Brittany Danahy : The woman behind all those signs

At age 19, Danahy was already working in commercial realty
May 15, 2018

Story Location:
18949 Coastal Highway
Rehoboth  Delaware  19971
United States

Sitting in her third-floor office, near the T-shaped intersection of Routes 1 and 24, commercial real estate agent Brittany Danahy laughs as she talks about the abundance of blue-and-white signs throughout Sussex County announcing a property as one of her listings.

People will be over in Seaford, she said, and she'll get a text saying they just saw another one of her signs.

"I do spend a lot of money on signs," said Danahy, with a shrug of the shoulders.

Danahy is the Sussex County broker for Newark-based DSM Commercial. She's been living in Sussex County for the past 13 years, representing DSM's southern Delaware interests for the past five.

This is a great demographic, Danahy said of Sussex County. There's always commercial real estate coming into the market, and there's a lot of interest from investors outside the county who would like to get into this market, she said.

"It's always busy," she said.

Danahy said she's been interested in commercial real estate since she was a teenager, when she was listening to a family friend discuss the finer points of a 1031 exchange, which she said is an exception in the Internal Revenue Service tax code that allows a swap of one investment property for another and postpones paying taxes on gains made through the transaction.

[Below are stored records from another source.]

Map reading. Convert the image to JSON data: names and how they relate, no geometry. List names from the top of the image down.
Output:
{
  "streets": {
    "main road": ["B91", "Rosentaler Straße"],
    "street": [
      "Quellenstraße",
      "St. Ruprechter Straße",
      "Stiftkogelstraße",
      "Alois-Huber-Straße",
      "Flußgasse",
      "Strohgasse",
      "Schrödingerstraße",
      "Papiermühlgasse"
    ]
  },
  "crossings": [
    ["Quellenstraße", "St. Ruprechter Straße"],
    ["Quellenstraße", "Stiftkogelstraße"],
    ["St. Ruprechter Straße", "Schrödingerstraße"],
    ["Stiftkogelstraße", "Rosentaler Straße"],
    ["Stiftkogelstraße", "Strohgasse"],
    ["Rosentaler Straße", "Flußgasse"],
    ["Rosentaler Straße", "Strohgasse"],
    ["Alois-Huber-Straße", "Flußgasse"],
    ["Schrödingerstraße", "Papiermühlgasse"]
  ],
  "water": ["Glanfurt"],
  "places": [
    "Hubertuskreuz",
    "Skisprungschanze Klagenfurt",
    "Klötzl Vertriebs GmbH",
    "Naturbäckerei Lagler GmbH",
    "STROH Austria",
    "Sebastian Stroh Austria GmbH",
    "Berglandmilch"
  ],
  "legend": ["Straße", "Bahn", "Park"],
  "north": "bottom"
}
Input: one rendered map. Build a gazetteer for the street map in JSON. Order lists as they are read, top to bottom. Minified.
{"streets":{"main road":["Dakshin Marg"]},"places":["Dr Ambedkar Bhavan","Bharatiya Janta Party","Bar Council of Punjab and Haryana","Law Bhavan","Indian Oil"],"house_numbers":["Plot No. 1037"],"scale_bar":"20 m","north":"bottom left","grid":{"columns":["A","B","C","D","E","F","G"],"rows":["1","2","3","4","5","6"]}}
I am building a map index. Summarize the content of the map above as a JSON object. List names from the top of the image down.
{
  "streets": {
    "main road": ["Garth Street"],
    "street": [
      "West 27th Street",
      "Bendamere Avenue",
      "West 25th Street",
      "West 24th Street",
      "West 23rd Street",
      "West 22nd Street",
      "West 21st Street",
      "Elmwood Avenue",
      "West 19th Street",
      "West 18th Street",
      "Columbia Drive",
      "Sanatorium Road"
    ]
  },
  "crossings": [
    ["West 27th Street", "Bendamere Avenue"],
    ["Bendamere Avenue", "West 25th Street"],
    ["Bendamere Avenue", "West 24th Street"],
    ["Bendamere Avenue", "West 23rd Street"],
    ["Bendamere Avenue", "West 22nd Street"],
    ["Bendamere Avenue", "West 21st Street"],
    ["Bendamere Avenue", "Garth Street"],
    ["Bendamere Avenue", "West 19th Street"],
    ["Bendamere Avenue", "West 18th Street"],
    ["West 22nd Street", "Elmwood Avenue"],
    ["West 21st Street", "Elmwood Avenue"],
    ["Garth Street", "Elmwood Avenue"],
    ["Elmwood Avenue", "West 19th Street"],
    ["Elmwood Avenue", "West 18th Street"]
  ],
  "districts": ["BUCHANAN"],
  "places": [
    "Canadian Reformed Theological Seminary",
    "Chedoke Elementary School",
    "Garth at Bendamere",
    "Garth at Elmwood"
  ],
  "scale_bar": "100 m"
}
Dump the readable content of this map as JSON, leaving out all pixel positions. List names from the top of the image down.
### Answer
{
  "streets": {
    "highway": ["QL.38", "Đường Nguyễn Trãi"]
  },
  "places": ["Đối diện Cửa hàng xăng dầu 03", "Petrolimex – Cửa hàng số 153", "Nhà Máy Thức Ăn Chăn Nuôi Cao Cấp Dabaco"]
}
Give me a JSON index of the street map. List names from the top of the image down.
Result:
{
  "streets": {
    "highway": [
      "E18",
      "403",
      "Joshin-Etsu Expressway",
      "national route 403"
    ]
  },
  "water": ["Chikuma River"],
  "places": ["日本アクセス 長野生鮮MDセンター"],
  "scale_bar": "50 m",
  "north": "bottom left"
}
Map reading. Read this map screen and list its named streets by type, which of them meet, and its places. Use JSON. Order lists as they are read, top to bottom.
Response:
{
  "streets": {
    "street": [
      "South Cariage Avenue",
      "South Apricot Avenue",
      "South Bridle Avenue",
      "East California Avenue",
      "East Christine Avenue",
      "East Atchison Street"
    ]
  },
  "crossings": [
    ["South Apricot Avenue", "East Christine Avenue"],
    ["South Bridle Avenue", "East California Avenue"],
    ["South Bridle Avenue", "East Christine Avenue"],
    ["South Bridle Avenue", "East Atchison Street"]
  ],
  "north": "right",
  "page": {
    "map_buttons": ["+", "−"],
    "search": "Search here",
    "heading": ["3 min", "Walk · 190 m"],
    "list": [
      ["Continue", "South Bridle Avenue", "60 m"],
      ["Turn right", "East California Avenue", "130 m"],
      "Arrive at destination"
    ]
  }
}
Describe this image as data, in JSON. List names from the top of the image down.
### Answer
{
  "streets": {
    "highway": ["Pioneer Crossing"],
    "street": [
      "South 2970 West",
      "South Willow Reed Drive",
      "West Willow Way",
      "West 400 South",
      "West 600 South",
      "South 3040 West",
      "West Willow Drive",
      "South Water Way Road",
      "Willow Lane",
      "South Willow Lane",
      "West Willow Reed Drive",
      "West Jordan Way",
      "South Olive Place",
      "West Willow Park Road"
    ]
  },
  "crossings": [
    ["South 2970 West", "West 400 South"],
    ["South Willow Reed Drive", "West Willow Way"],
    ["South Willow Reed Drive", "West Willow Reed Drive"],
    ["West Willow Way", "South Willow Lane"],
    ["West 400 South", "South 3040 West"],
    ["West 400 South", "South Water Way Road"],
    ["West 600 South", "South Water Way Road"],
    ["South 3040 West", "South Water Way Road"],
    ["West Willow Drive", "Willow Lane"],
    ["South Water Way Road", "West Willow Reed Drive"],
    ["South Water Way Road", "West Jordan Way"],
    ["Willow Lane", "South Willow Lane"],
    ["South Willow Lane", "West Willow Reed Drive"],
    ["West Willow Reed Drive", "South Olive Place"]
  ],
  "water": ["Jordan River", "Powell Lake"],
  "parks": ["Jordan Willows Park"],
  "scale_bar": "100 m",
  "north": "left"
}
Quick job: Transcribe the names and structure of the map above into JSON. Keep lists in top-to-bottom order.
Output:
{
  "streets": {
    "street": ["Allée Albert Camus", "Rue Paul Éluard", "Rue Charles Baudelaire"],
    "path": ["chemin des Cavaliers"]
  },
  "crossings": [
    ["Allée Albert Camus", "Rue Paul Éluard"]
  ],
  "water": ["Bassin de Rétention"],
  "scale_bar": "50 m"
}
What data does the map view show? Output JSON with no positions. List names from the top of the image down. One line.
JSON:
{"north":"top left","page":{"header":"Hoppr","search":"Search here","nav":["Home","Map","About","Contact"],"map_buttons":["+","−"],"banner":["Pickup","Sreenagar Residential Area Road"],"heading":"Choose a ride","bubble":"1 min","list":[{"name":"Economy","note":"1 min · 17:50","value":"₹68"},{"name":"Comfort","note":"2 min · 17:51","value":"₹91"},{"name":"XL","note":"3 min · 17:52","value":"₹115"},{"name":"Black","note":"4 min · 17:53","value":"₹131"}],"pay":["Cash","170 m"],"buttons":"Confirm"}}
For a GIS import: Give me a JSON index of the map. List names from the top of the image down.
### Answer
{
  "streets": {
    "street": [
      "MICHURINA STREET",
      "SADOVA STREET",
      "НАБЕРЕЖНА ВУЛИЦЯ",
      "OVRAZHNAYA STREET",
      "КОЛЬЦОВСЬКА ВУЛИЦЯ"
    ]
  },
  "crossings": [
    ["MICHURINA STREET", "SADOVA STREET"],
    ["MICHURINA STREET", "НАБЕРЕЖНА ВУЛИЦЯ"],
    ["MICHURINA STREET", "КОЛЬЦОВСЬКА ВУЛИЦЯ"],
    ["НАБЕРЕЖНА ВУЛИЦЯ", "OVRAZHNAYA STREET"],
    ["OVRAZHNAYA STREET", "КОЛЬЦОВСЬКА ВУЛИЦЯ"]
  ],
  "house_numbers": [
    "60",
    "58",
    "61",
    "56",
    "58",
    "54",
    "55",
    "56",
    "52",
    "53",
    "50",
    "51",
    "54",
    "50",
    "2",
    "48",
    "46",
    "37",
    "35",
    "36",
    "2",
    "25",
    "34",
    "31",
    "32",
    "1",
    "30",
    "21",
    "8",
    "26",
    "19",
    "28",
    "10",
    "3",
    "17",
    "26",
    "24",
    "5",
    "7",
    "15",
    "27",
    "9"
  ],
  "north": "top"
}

"I've always liked the art of the deal," she said. "I liked how the puzzle fits together through negotiating, and then having everyone come to an agreement."

Danahy was so confident she wanted to specialize in commercial real estate that right after graduating from high school, at 19, she earned her California real estate license at the University of San Diego's Burnham-Moores Center for Real Estate. Soon afterward, she began her career at California-based Grubb & Ellis.

She said she's never been interested in selling residential.

"Residential real estate is too emotional for me," she said.

Danahy made the move from Southern California to Southern Delaware because her husband, Kevin, is from Kent County and was a lifeguard in Rehoboth Beach for many years. The two met in San Diego while both were training for a triathlon.

Danahy said the two would come and visit the Cape Region during the summer and she always thought it was beautiful, but it was a bit of a culture shock when they moved here. She said that first winter was tough, but she quickly became a part of the community.

Southern California is nothing like Sussex, she said, and it took some time to acclimate to the slowed-down type of living. Still, it's a decision she doesn't question.

"I love the sense of community around here," she said. "My kids will grow up with a large, extended family of friends. This is the type of community where you have to spend an extra 10 minutes at the grocery store getting caught up with a lot of people."

Danahy said at the time she began her commercial real estate career in San Diego, she was a little fish in a huge ocean – well-established commercial realtors were everywhere. Here in Sussex County, she said, it's a smaller pool, and she hopes she's the person people turn to.

"Over time, tenants and retailers become friends," Danahy said. "You work with them so long, you develop strong relationships."

Danahy, who will turn 40 this year, and her husband have two children, 11-year-old McKenna and 9-year-old Shea, who are getting to an age where sports and other school activities fill the family's time. Danahy said she does the best she can to turn off the real estate side of her life at 6 p.m., but she admits it's a tough thing to do for a person who is used to getting her hustle on whenever it's called for.

"Sometimes you just have to put things second," she said. "It's hard to make that kind of change."

Danahy is a certified commercial investment member, which she admits doesn't mean a whole lot to the local property owner who might own one commercial spot and is looking to fill it before summer. But she said it's an important tool when out-of-state investors contact her. There are only three women in Delaware with CCIM certification, she said.

As any realtor worth her salt can do, Danahy easily accesses per-square-foot costs of commercial real estate on the highway, in downtown Rehoboth and Lewes, and other parts of Sussex County from the depths of her memory.

She also qualifies those numbers by saying commercial spaces hit the market in different stages, from a cold, dark shell – cement floor and lines run – to a vanilla shell – drywall, handicap accessibility and drop ceilings.

Then, Danahy said, there's the fit out and whether it's a first-generation space, which means brand new, and the tenant and property owner figure out how the costs will be split, or a second-generation space, which could be as simple as a few cosmetic changes and something new is open.

Danahy said when she moved here over a decade ago, the commercial real estate industry was still very seasonal. Most restaurants were still closing up through the winter, she said.

Noting the obvious, Danahy said that's changing and gave two prime examples.

First, she said she used to have to push her way into conversations about commercial real estate at annual national CCIM conferences. Now, she said, other realtors find out she's from Sussex County, and they want to do business.

Then, she said, nothing characterizes the continuing evolution of commercial real estate in the Cape Region better than a recent meeting between  two clients.

The Spanish-speaking lessee was communicating to the Mandarin-speaking property owner through a translator about a space along the Boardwalk in Rehoboth, she said, describing the scene that unfolded around the conference table in her office.

"It took a little longer than normal, but the details were worked out and the lease was signed," Danahy said.